Hastaneler İşletme, Vatandaş Müşteri, Çalışanlar Köle Olamaz

Facebook
Twitter
WhatsApp

AKP hükümeti Sağlıkta Yıkım programındaki son vuruşlarına hazırlanıyor. Bu amacını gerçekleştirmek için TBMM Plan ve Bütçe Komisyonunun 439. sırasında bulunan “Kamu Hastane Birlikleri Pilot Uygulaması Hakkında Kanun Tasarısı”nı apar topar ilk sıraya alarak Bütçe ile birlikte görüşmeye açmıştır.

TÜSİAD’ın yayın organı “Görüş” dergisi Ekim–2004 sayısında yer alan Mehmet Top/Ömer Gider imzalı “Kamu hastanelerinde özerkleştirme ve özelleştirme”  başlıklı yazıdan alıntı ile başlayalım.

“Türkiye’deki sağlık sektörü reform çalışmaları incelendiğinde kamu hastane sektöründe desantralizasyon reformlarının iki aşamada ele alındığı söylenebilir.
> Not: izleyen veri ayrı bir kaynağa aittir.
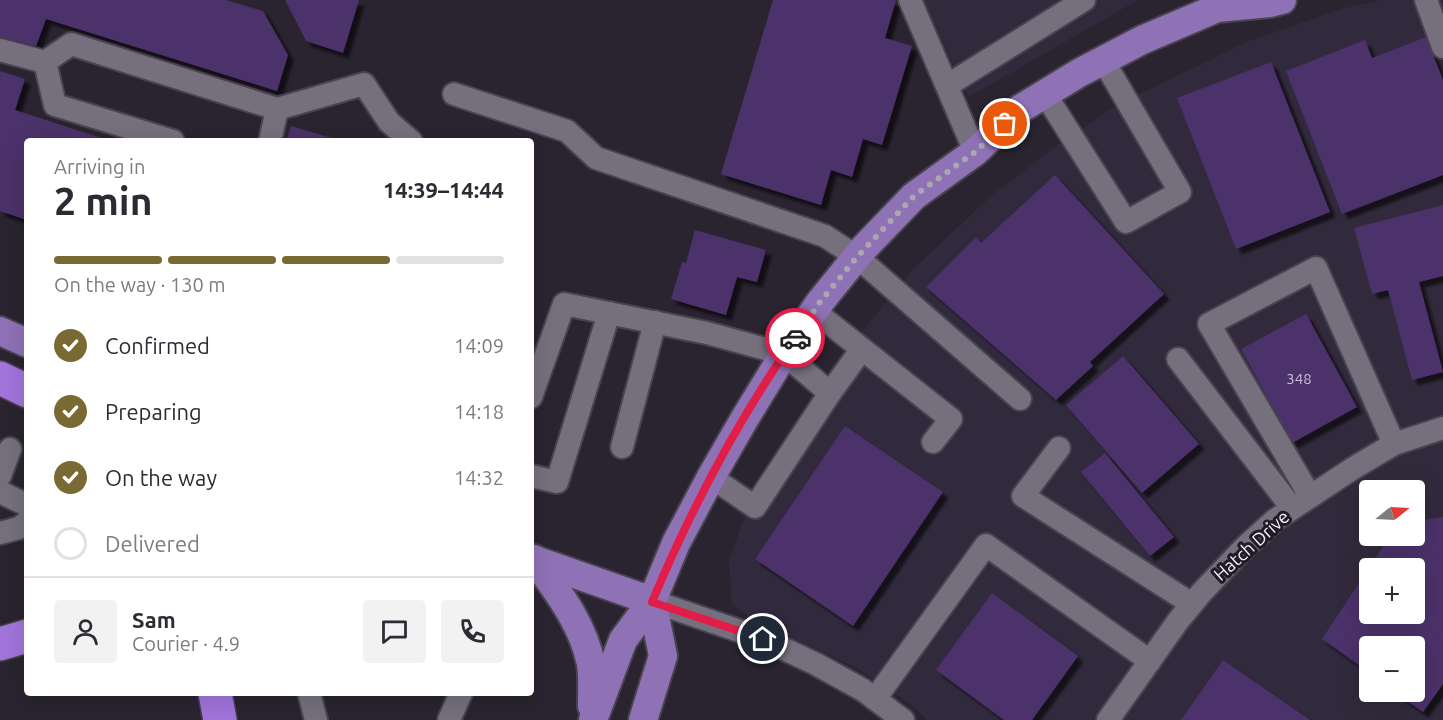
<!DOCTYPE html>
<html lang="en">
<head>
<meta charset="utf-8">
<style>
	body { margin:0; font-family:Ubuntu,sans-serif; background:#f2f2f3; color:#2b2b33; height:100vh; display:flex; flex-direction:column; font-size:22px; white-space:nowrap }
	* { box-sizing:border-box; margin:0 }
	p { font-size:20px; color:#7c7c81 }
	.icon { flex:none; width:33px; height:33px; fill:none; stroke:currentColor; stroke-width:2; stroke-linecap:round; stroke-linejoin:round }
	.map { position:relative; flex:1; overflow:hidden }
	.side { position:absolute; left:24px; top:138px; width:510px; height:558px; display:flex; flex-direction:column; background:#fff; border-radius:6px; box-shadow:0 6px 24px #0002 }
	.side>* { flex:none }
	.needle { width:39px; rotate:72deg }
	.controls { position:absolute; left:1359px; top:480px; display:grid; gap:12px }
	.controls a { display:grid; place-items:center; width:66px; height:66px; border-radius:6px; background:#fff; box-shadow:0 6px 24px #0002; font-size:30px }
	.pin { position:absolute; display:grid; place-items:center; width:51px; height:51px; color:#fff; margin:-26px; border:3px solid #fff; border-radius:50%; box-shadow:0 2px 6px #0007 }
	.courier { position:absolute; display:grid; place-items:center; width:60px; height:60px; margin:-30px; border:4px solid #e11d48; border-radius:50%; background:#fff; color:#222; box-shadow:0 2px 8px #0007 }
	.summary em { font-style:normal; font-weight:700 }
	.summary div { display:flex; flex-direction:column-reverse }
	.summary { display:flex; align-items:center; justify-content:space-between; height:102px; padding:0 30px }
	h1 { font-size:39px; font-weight:700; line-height:45px }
	.bar { display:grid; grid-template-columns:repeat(4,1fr); gap:9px 6px; align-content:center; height:72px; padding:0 30px }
	.bar i { height:8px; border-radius:4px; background:#e1e1e2 }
	.bar .active { background:#796933 }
	.bar p { grid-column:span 4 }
	.line { display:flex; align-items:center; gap:15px; padding:0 30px; border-top:2px solid #e1e1e2 }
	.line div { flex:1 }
	.round { display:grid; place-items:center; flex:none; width:63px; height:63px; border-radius:6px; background:#f2f2f3 }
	ol { padding:0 30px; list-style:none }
	li { display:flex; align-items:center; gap:18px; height:66px }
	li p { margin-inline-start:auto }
	li .icon { padding:6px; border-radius:50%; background:#796933; color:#fff; stroke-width:4 }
	li:last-child { color:#7c7c81 }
	li i { width:33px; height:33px; border:3px solid #e1e1e2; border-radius:50% }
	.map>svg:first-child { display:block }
	.built { fill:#312a3c; fill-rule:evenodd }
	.building { fill:#4b306b; fill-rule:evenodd; filter:url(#shadow) }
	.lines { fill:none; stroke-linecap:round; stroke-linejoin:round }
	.minor-casing { stroke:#48434e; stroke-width:26 }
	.major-casing { stroke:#48434e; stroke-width:32 }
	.highway-casing { stroke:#48434e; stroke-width:36 }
	.minor { stroke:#756f7e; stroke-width:22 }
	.major { stroke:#8f72b6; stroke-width:28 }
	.highway { stroke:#a174db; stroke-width:33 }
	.done { stroke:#aba7b1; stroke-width:6; stroke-dasharray:0 10.8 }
	.route { stroke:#e11d48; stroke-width:8 }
	.labels { text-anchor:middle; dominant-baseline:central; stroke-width:6; stroke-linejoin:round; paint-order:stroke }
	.number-label { font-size:15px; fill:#c8bed4 }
	.street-label { font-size:18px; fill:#f1eef7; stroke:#1f1b27 }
</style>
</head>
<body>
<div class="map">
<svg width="1443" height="720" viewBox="0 0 1443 720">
	<defs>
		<filter id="shadow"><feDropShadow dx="5.5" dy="5.5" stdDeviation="1.5" flood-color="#0009"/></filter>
	</defs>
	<rect width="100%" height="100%" fill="#292430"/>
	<!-- built -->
	<g class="built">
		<polygon points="923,0 1138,0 969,97"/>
		<path d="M1381,0H1443V720H927L912,705L855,667L754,620L732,605L729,561L744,518L783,443L831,370L911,271L991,196L1059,144L1108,111L1144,92L1251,40L1345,8ZM1370,490H1414V536H1370ZM1370,568H1414V614H1370ZM1370,646H1414V692H1370Z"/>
	</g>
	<!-- building -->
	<g class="building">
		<polygon points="0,0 226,0 263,11 288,55 277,91 46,19 36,46 0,37"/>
		<polygon points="285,0 359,0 343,53 306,41"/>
		<polygon points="773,0 896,0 885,38 912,46 882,145 863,139 852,177 831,170 821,205 721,174"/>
		<polygon points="1426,37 1443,80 1443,175 1342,214 1286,71 1365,40 1372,58"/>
		<polygon points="1271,62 1330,212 1236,249 1177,98"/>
		<polygon points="0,71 25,79 15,110 111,141 27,141 27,220 0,211"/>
		<polygon points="291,126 338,140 338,141 286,141"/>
		<polygon points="1055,175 1164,294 1090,362 1093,366 1056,400 926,287 976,237 981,243"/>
		<polygon points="1443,205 1443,276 1419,282 1443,372 1412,380 1388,290 1372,294 1354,228"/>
		<polygon points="695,230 766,250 757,282 737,277 726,315 671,299 682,262 686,263"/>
		<polygon points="1306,314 1357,407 1292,443 1241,349"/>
		<polygon points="1123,356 1199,444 1142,493 1066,405"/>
		<polygon points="845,426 943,492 853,626 755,559"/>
		<polygon points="1105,453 1174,537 1150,556 1081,472"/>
		<path d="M1443,517V684L1423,712L1394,692H1414V646H1370V673L1322,639L1390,536H1414V521ZM1370,568H1414V614H1370Z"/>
		<polygon points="992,593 1078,656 1032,720 1004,720 936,670"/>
		<polygon points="1223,660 1310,720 1181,720"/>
	</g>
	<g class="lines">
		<defs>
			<g id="minor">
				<polyline points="910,0 975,152"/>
				<polyline points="1426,0 1443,47"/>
				<polyline points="0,50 45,62"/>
				<polyline points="948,85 1084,0"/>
				<polyline points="454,94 567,131 596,158 825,236 857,257 1020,399"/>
				<polyline points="1045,94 1126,222 1180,192 1103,60"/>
				<polyline points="173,141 55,105 45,62 71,44 277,109 364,84 389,122 411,141"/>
				<polyline points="270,141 277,109"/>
				<polyline points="814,311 951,419 933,442"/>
				<polyline points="1178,359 1292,508"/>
				<polyline points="830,393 862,349"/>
				<polyline points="531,397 564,304 707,333 784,354 830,393 755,507 711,477"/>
				<polyline points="622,447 655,322"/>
				<polyline points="1059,448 1023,496 1192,604"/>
				<polyline points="0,476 10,449"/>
				<polyline points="531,476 557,482 609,313"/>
				<polyline points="0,492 27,505"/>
				<polyline points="1310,496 1209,324 1316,268 1394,444"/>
				<polyline points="0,533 19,528 27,522"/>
				<polyline points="652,601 763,639 816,664 863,690 903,720"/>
				<polyline points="309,693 316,720"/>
				<polyline points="875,699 986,545 1150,661"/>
				<polyline points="449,720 461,693"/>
				<polyline points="1108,720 1178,621 1202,592 1244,548 1275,520 1352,469 1394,444 1443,428"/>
			</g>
			<g id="major">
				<polyline points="0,331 27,343"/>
				<polyline points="532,559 652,601"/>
				<path d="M534,559C558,592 583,624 591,664C593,678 592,693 592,706"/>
				<polyline points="593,720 623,640 652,601 676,543 711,477 745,418 784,354 820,302 863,249 914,196 975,152 1020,109 1079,73 1142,40 1217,8 1270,3 1282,0"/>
				<polyline points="643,720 663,656 652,601"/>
			</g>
			<g id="highway">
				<polyline points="0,378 27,391"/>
				<polyline points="0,644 27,636"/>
				<polyline points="215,693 220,720"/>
			</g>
		</defs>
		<!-- minor casing -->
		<use href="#minor" class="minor-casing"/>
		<!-- major casing -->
		<use href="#major" class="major-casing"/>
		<!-- highway casing -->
		<use href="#highway" class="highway-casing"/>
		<!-- minor -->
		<use href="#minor" class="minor"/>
		<!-- major -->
		<use href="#major" class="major"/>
		<!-- highway -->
		<use href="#highway" class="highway"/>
	</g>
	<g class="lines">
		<!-- done -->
		<polyline class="done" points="795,338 820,302 857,257 914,196 975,152 1005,124"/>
		<!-- route -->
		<path class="route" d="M763,639L652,602C691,509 738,420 795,338"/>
	</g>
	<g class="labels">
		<!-- number labels -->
		<g class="number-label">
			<text x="1299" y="378">348</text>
		</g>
		<!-- street labels -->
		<g class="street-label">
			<text transform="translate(1251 545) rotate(-42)">Hatch Drive</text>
		</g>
	</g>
</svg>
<div class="controls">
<a><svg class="needle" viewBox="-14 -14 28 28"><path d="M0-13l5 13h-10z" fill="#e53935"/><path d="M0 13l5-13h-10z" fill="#7c7c81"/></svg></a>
<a>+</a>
<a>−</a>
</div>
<div class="pin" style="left:1005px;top:124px;background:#ea580c"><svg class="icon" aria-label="bag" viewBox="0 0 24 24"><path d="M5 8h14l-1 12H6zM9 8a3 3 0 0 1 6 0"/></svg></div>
<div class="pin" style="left:763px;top:639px;background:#1f2937"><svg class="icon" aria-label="home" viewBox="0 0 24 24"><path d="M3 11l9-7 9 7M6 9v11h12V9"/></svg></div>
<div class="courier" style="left:795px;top:338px"><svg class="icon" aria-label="car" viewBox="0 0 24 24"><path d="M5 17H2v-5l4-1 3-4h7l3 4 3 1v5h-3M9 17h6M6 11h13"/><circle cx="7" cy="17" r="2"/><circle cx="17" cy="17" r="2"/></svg></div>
<section class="side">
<div class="summary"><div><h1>2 min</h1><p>Arriving in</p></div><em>14:39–14:44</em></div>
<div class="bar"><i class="active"></i><i class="active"></i><i class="active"></i><i></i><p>On the way · 130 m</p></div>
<ol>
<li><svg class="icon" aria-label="check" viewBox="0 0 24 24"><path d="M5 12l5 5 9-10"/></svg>Confirmed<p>14:09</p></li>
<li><svg class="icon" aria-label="check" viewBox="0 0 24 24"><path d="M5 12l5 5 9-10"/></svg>Preparing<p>14:18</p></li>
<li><svg class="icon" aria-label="check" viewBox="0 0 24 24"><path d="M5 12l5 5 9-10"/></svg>On the way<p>14:32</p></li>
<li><i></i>Delivered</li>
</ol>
<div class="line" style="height:108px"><a class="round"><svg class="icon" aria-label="person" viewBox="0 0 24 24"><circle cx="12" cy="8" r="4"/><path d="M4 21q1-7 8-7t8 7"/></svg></a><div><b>Sam</b><p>Courier · 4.9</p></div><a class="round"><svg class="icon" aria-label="chat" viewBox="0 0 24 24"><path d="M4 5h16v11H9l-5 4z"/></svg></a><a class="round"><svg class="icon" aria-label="phone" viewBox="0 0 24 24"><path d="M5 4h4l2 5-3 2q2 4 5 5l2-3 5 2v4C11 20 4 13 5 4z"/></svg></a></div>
</section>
</div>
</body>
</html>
Öncelikle kamu hastanelerinin devlet bütçesi ünitesi olmaktan çıkarılarak birer sağlık işletmesine dönüştürülmesi, daha sonraki aşamada ise hastanelerin mülkiyeti ile birlikte özel sektöre aktarılması yani özelleştirilmesi amaçlanmaktadır.”

Tasarının genel gerekçesinden bazı ifadeler şöyle: “Sağlık bakanlığı merkez teşkilatını esasında mahallince yürütülmesi gereken hizmetlerin yükünden kurtaracak alt yapı çalışmaları, Sağlıkta Dönüşüm Programı çerçevesinde büyük ölçüde tamamlanmıştır.” “Döner Sermaye uygulamalarında önemli düzenlemeler yapılarak hastanelerin kendi gelirlerini edinme, bunları hizmet gereklerine göre en verimli şekilde kullanma kapasiteleri geliştirilmiştir.”  “Hastanelerin madde ve insan gücü anlamında her türlü kaynağı sınırsızca merkezden talep etmeleri yerine kendi kaynaklarından sorumlu birlikler haline dönüştürülmeleri amaçlanmaktadır.” “Bu ve benzeri adımlarla yüklerinden arındırılan Sağlık Bakanlığı; stratejik düşünme, geleceğe dair tasarım geliştirme, misyon ve vizyon belirleme… gibi esas görevlerine daha yoğun mesai ayırabilecektir.”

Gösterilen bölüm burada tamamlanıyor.